Shortly after his return from England, Gama faced Raheem Bakhsh Sultani Wala in Allahabad. This bout eventually ended the long struggle between the two pillars of Indian wrestling of that time in favour of Gama and he won the title of Rustam-e-Hind or Champion of India. Later in his life when asked about who was his strongest opponent, Gama replied, "Raheem Bakhsh Sultani Wala".

Rematch with Zbyszko

After beating Raheem Bakhsh Sultani Wala, Gama faced Pandit Biddu, who was one of the best wrestlers in India of that time (1916), and beat him.
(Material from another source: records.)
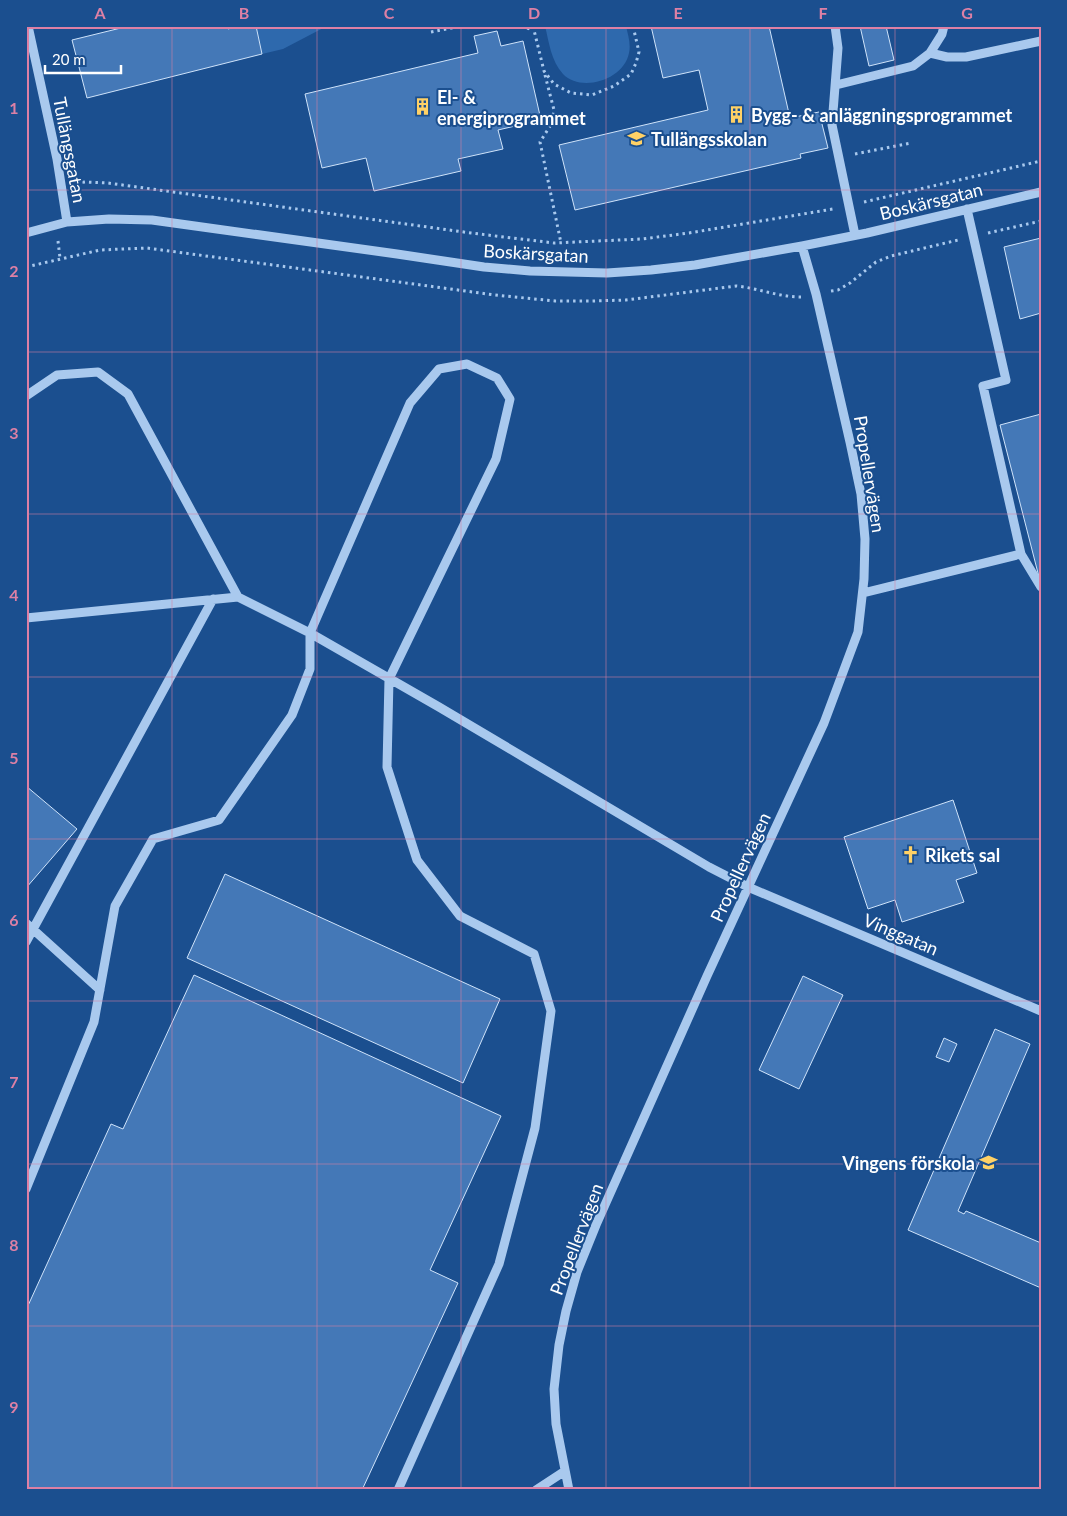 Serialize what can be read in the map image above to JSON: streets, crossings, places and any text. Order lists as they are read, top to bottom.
{
  "streets": {
    "street": [
      "Tullängsgatan",
      "Boskärsgatan",
      "Propellervägen",
      "Vinggatan"
    ]
  },
  "crossings": [
    ["Tullängsgatan", "Boskärsgatan"],
    ["Boskärsgatan", "Propellervägen"],
    ["Propellervägen", "Vinggatan"]
  ],
  "places": {
    "building": ["El- & energiprogrammet", "Bygg- & anläggningsprogrammet"],
    "school or university": ["Tullängsskolan", "Vingens förskola"],
    "church": ["Rikets sal"]
  },
  "scale_bar": "20 m",
  "grid": {
    "columns": [
      "A",
      "B",
      "C",
      "D",
      "E",
      "F",
      "G"
    ],
    "rows": [
      "1",
      "2",
      "3",
      "4",
      "5",
      "6",
      "7",
      "8",
      "9"
    ]
  }
}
In 1922, during a visit to India, the Prince of Wales presented Gama with a silver mace.

Gama did not have any opponents until 1927, when it was announced that Gama and Zbyszko would face each other again. They met in Patiala in January 1928.[13] Entering the bout, Zbyszko "showed a strong build of body and muscle" and Gama, it was reported "looked much thinner than usual". However, he managed to overpower the former easily and won the bout inside a minute, winning the Indian version of the World Wrestling Championship. Following the bout, Zbyszko praised him, calling him a "tiger".[14]

At forty-eight years old he was now known as the "Great wrestler" of India.[4]
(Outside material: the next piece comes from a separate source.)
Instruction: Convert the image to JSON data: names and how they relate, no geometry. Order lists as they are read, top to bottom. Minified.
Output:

Fight with Balram Heeraman Singh Yadav

After defeating Zbyszko, Gama beat Jesse Petersen in February 1929. The bout lasted only one and a half minutes. This was the last bout that Gama fought during his career. In the 1940s he was invited by the Nizam of Hyderabad and defeated all his fighters. The Nizam then sent him to face the wrestler Balram Heeraman Singh Yadav, who was never defeated in his life. The fight was very long. Gama was unable to defeat Heeraman and eventually neither wrestler won. Heeraman was one of the toughest wrestlers for Gama to face.
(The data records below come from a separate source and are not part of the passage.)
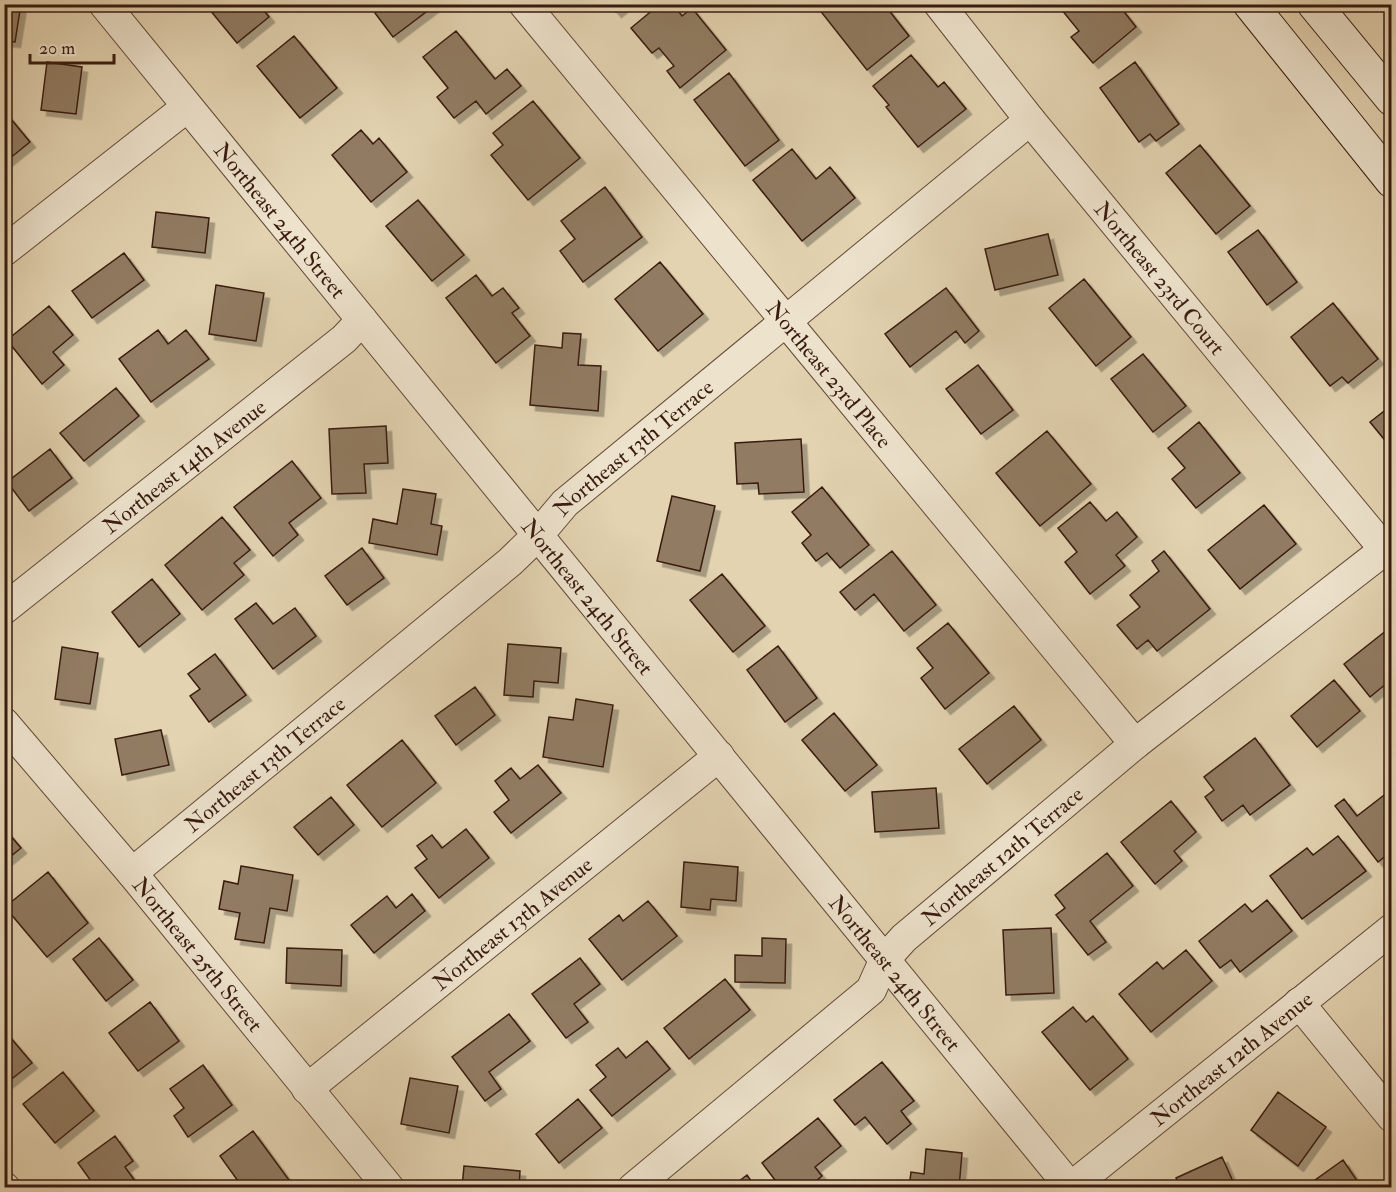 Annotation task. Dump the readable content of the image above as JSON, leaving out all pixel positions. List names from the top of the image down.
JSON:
{
  "streets": {
    "street": [
      "Northeast 24th Street",
      "Northeast 23rd Court",
      "Northeast 23rd Place",
      "Northeast 13th Terrace",
      "Northeast 14th Avenue",
      "Northeast 12th Terrace",
      "Northeast 13th Avenue",
      "Northeast 25th Street",
      "Northeast 12th Avenue"
    ]
  },
  "crossings": [
    ["Northeast 24th Street", "Northeast 13th Terrace"],
    ["Northeast 24th Street", "Northeast 14th Avenue"],
    ["Northeast 24th Street", "Northeast 12th Terrace"],
    ["Northeast 24th Street", "Northeast 13th Avenue"],
    ["Northeast 24th Street", "Northeast 12th Avenue"],
    ["Northeast 23rd Court", "Northeast 13th Terrace"],
    ["Northeast 23rd Court", "Northeast 12th Terrace"],
    ["Northeast 23rd Place", "Northeast 13th Terrace"],
    ["Northeast 23rd Place", "Northeast 12th Terrace"],
    ["Northeast 13th Terrace", "Northeast 25th Street"],
    ["Northeast 13th Avenue", "Northeast 25th Street"]
  ],
  "scale_bar": "20 m"
} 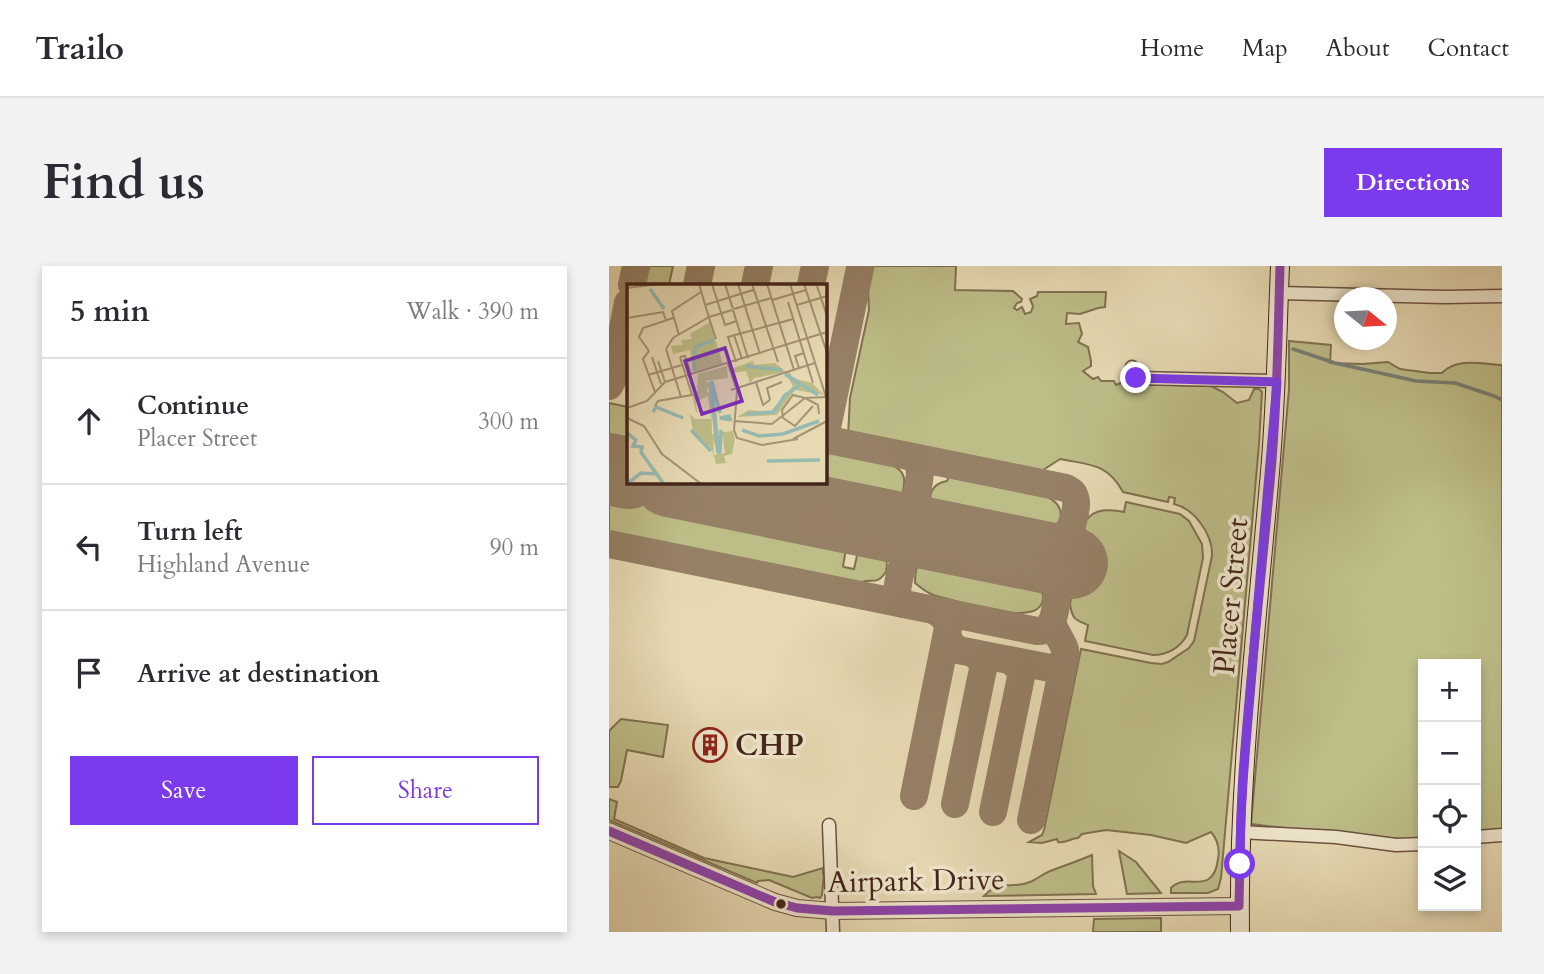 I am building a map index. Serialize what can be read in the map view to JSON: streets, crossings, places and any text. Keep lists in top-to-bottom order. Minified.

After the independence and partition of India in 1947, Gama moved to Pakistan. During the Hindu-Muslim riots that broke out at the time of partition, the Muslim Gama saved hundreds of Hindus from mobs in Lahore.[7][8] Although Gama did not retire until 1952, he failed to find any other opponents. After his retirement, he trained his nephew Bholu Pahalwan, who held the Pakistani wrestling championship for almost 20 years.

Death

The Great Gama died in Lahore, Pakistan on 23 May 1960 after a period of illness. He was given land and monthly pension by the government and supported his medical expenses until his death.

Legacy

Bruce Lee was an avid follower of Gama's training routine. Lee read articles about Gama and how he employed his exercises to build his legendary strength for wrestling, and Lee quickly incorporated them into his own routine. The training routines Lee used included "the cat stretch", and "the squat" (known as "baithak", and also known as the "deep-knee bend.").[15]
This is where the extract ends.